Laser Marking Parameters Guide: Power, Speed, Frequency, and Lens Settings
Correct parameter settings are critically important for achieving high quality, readability, and production efficiency in laser marking processes. Parameters such as laser power, scanning speed, frequency, hatch spacing, and lens selection directly affect marking quality. This technical guide explains in detail the basic parameters used in industrial laser marking systems and the effects of these parameters on marking performance.
Basic Principles of Laser Marking Parameters
Laser power
Laser power refers to the amount of energy transferred by the laser beam to the surface. High power levels can create deeper engraving and stronger contrast.
Scanning speed
Scanning speed determines how fast the laser beam moves across the surface. At lower speeds, the laser stays on the surface longer and creates a more intense effect.
Frequency (Pulse frequency)
Frequency refers to the number of laser pulses per second. Frequency settings can affect the roughness and contrast of the marked surface.
Hatch spacing
Hatch spacing determines the distance between laser lines. Smaller hatch spacing provides denser marking.
Pass count
The laser can pass over the same surface multiple times. This method is especially used in deep engraving applications.
Focal distance
The focal point of the laser beam must be adjusted correctly to the surface. Proper focusing increases energy density.
Lens selection
Different lenses provide different marking areas. A smaller focal point means higher energy density.
Energy density
Energy density is determined by the combination of laser power and focal size.
Material properties
Different materials absorb laser energy in different ways. Therefore, parameters vary depending on the material.
Parameter optimization
The best marking quality is usually determined through test studies.
Laser Parameter Settings in Industrial Applications
Metal surface marking
Fiber laser systems provide high performance on metals such as stainless steel and aluminum.
Plastic surface marking
On plastic materials, parameters should be adjusted to create a lower heat effect.
DataMatrix marking
In 2D code marking processes, high contrast and correct cell size are important.
QR code marking
QR code marking requires smooth edges and good contrast.
Deep engraving
In deep engraving applications, low speed and high power are preferred.
Surface contrast marking
For contrast marking, high speed and low power are generally used.
Inline production
In mass production lines, parameters must be suitable for the production speed.
Camera verification
After marking, the readability of codes can be checked with camera systems.
Automation integration
Modern laser systems can work integrated with PLC and MES systems.
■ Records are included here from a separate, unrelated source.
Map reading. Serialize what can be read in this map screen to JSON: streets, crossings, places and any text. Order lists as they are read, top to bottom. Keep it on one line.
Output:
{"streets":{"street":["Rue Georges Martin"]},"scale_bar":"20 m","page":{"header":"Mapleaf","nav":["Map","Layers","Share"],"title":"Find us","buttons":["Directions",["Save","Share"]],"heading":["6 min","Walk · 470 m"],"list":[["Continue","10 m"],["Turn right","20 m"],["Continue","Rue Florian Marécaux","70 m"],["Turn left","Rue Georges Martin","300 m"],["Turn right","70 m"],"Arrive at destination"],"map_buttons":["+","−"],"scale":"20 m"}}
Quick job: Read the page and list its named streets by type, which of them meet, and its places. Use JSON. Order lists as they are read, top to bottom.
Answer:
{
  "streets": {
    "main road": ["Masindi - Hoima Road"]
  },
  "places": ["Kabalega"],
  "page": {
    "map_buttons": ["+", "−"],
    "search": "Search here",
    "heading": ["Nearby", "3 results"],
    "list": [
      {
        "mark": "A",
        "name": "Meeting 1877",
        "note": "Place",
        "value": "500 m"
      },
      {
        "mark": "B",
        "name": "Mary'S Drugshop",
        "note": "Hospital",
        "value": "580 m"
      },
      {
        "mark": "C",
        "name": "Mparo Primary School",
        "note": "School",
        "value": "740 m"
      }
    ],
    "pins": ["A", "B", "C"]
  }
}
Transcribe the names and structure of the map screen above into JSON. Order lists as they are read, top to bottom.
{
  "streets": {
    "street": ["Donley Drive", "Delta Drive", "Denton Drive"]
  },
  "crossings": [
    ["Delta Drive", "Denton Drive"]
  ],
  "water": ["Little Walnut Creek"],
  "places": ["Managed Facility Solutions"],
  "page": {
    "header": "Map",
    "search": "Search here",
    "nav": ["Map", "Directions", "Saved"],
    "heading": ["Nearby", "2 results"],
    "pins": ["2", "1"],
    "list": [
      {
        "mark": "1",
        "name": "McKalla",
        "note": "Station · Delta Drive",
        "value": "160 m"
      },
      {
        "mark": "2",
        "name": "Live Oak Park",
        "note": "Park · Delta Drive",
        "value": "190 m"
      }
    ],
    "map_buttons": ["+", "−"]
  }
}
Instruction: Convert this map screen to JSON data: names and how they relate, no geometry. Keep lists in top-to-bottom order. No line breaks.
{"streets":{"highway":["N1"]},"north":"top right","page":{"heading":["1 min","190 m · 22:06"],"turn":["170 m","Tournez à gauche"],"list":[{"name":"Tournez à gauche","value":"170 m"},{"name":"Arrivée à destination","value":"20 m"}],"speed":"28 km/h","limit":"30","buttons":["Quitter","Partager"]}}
Choosing the right parameters
Material type, laser power, and production requirements should be evaluated together.
How is laser power adjusted?
It is determined according to the material type and marking depth.
Why is scanning speed important?
It affects the energy density created on the surface.
What is the purpose of frequency setting?
It determines the density of laser pulses.
How is hatch spacing selected?
It is adjusted according to the marking density.
Is lens selection important?
Yes, it determines the marking area and energy density.
Are the parameters the same for every material?
No, each material requires different parameters.
What settings are required for deep engraving?
Low speed and high power are preferred.
How is contrast marking done?
It is done with the correct frequency and power settings.
Do parameters change in inline production?
Yes, they are optimized according to the production speed.
Are sample tests necessary?
Yes, they are recommended to determine the best parameters.